▶ _Records from a dataset_
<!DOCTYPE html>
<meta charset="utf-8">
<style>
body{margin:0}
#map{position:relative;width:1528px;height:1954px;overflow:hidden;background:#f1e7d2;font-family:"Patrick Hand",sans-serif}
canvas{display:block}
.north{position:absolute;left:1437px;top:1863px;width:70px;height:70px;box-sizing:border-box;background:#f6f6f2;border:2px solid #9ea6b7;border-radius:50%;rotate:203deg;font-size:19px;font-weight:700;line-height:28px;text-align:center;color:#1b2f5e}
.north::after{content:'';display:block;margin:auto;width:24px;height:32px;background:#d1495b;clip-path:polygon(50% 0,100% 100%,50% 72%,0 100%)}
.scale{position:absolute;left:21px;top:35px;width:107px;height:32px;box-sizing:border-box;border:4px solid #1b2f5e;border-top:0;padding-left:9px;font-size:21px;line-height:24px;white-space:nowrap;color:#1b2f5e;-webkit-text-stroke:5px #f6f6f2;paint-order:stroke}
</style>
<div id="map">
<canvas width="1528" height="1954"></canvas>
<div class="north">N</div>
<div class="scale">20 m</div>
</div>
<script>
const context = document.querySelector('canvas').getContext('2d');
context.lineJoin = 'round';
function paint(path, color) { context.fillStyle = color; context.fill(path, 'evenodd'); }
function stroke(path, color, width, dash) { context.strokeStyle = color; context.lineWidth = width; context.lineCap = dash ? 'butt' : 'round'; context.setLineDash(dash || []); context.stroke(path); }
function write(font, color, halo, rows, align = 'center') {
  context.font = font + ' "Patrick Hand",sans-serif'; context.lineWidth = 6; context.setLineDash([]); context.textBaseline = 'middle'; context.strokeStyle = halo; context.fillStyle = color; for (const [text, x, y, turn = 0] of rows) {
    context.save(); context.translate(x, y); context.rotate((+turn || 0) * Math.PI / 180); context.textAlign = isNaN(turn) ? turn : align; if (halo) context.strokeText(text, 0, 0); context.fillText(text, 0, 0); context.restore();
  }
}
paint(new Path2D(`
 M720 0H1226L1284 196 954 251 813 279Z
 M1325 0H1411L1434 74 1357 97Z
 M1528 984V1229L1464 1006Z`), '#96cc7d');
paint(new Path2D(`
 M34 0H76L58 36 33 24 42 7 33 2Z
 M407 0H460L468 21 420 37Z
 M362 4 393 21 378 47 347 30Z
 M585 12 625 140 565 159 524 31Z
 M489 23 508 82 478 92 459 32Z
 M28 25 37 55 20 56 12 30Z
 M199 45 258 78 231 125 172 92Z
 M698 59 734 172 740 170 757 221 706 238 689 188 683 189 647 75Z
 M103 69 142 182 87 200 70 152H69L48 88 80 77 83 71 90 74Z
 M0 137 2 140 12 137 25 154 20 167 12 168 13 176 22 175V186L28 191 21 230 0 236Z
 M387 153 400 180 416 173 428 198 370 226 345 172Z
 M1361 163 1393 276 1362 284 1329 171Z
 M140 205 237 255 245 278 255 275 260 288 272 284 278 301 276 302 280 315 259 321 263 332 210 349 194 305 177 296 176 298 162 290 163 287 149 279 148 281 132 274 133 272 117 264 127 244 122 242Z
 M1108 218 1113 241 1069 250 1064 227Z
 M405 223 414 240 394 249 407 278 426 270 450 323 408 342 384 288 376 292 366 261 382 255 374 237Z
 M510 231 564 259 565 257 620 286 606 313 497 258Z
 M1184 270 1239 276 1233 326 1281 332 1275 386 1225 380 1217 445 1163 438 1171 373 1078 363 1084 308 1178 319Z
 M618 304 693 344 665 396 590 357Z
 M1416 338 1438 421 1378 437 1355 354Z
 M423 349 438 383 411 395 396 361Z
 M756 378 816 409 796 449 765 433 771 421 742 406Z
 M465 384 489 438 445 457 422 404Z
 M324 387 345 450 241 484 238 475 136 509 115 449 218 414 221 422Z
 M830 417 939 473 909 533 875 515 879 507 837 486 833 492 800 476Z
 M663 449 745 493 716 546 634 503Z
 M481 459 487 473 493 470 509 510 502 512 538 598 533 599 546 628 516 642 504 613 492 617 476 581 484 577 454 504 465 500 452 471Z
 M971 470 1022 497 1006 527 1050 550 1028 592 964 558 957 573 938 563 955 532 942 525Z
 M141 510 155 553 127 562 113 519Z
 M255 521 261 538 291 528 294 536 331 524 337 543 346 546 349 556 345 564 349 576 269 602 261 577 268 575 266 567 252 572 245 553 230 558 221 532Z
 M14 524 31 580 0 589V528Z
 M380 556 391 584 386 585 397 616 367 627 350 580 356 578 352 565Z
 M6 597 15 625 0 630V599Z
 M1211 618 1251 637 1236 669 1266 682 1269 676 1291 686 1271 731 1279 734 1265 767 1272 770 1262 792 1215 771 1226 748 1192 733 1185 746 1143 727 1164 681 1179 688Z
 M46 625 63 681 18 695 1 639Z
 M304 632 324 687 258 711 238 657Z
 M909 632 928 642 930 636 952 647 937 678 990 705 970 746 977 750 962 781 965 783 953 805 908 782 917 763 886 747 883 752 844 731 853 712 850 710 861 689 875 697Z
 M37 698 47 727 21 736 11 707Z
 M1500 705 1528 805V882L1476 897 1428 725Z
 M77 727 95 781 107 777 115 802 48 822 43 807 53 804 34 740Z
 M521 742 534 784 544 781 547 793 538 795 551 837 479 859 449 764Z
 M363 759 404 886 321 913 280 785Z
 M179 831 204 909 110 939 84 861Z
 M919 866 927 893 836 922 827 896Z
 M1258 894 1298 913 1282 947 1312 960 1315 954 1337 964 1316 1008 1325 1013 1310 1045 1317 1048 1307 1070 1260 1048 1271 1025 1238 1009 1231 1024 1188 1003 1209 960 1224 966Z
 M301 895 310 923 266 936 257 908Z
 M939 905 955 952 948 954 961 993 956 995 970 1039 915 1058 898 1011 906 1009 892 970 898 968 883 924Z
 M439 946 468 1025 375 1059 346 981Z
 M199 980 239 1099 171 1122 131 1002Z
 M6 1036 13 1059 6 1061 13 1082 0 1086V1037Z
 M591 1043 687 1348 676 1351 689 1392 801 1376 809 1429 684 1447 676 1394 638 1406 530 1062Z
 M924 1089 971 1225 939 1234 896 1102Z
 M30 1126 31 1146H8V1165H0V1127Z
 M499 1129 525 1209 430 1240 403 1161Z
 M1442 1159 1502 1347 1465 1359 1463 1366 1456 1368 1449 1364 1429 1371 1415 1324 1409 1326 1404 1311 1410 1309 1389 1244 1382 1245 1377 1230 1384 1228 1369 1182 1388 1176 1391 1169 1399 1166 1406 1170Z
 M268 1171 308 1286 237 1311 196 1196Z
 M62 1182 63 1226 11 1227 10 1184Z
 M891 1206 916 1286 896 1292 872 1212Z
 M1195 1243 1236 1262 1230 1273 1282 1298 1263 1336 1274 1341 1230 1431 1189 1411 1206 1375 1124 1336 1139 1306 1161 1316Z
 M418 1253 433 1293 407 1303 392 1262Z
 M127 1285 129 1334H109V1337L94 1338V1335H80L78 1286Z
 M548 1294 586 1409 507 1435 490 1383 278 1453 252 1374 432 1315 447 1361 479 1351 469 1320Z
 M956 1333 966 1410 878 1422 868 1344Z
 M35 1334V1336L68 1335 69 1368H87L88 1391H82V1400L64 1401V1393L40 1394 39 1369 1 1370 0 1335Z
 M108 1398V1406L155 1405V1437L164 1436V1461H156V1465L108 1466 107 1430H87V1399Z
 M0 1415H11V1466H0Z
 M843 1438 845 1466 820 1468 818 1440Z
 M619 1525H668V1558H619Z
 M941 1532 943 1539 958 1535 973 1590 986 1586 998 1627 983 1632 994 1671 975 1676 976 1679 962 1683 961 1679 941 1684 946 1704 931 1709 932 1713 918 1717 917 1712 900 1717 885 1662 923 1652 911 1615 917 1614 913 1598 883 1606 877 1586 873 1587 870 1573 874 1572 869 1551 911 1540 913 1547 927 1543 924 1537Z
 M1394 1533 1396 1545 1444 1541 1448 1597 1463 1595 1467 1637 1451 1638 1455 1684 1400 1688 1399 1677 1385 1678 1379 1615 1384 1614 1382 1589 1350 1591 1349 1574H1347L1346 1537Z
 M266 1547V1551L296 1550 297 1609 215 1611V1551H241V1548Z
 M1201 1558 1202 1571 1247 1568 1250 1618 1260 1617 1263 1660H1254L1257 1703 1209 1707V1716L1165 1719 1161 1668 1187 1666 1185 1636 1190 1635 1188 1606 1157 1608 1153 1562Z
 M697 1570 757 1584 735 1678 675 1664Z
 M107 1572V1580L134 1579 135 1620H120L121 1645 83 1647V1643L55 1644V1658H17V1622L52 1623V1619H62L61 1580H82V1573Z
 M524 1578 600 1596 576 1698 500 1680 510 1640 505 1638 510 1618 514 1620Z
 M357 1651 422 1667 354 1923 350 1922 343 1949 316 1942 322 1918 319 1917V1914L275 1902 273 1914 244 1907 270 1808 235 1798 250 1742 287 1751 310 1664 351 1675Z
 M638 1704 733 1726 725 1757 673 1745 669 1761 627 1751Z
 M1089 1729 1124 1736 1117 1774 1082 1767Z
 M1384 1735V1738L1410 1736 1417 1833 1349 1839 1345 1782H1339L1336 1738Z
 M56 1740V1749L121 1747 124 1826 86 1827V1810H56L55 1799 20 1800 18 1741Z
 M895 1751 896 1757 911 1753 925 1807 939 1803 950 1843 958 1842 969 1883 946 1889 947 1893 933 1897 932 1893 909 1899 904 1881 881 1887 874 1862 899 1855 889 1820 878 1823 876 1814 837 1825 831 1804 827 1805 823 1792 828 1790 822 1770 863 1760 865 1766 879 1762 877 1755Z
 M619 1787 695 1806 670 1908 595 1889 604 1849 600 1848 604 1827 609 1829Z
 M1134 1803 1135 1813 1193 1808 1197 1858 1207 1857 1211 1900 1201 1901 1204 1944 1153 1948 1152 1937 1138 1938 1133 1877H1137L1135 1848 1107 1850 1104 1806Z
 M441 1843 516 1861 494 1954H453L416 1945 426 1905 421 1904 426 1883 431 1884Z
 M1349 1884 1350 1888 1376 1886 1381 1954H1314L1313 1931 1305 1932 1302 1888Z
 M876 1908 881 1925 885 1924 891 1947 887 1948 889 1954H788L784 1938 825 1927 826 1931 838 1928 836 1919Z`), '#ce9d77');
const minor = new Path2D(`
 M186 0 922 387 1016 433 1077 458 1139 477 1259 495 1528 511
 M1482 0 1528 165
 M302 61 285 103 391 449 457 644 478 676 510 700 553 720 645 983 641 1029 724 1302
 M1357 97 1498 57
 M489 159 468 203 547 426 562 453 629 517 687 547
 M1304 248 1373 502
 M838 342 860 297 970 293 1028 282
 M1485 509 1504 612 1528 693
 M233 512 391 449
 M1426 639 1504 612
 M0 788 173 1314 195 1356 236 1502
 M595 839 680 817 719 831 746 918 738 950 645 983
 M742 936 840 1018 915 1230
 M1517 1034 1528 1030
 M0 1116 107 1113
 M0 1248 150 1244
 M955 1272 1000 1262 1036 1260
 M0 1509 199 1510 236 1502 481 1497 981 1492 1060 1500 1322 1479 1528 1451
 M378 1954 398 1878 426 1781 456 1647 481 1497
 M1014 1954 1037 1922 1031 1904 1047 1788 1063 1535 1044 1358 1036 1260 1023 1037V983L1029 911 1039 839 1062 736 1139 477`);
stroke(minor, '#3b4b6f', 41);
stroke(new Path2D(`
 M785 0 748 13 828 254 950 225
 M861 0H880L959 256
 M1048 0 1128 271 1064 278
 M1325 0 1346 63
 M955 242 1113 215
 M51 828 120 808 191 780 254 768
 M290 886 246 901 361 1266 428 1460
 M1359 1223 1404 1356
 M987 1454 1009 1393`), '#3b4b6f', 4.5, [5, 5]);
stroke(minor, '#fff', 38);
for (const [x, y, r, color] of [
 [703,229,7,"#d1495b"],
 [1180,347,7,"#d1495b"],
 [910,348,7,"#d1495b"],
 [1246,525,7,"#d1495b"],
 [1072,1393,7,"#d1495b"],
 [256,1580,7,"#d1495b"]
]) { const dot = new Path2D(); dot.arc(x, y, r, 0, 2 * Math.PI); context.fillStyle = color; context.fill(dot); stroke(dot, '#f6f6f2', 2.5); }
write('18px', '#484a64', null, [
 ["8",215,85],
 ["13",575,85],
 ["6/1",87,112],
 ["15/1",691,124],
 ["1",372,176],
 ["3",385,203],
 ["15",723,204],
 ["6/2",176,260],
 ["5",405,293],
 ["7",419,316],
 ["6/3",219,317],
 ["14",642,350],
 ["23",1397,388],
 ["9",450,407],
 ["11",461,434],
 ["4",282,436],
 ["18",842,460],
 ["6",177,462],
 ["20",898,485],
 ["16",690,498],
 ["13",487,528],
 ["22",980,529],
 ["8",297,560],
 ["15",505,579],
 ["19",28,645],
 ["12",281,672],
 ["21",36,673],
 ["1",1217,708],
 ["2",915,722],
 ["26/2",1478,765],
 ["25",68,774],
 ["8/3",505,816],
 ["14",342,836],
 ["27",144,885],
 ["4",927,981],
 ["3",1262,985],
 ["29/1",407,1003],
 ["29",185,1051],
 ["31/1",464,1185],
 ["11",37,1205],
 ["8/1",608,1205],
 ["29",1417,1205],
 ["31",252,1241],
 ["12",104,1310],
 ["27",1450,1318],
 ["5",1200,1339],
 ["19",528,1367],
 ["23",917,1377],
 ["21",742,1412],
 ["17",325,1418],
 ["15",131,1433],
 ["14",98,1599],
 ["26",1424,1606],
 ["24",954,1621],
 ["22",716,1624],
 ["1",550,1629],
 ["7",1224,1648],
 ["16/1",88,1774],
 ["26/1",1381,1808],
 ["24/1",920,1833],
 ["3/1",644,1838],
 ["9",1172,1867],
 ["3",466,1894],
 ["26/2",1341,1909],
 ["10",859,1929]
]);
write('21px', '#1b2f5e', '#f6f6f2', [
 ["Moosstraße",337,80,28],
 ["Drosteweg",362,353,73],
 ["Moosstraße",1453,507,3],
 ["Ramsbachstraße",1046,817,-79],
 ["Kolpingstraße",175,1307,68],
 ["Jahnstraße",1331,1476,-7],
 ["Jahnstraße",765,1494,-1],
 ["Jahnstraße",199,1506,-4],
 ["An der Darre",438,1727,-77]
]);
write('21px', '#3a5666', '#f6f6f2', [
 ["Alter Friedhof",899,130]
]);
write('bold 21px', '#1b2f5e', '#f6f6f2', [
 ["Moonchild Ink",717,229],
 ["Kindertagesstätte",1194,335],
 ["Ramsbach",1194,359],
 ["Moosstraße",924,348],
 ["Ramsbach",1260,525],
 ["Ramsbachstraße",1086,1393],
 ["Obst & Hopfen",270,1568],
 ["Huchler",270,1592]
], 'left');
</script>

▶ _Your goal_
Search the records above for "Moosstraße". Copy each line where it is found.

▶ _Result for this exercise_
 ["Moosstraße",337,80,28],
 ["Moosstraße",1453,507,3],
 ["Moosstraße",924,348],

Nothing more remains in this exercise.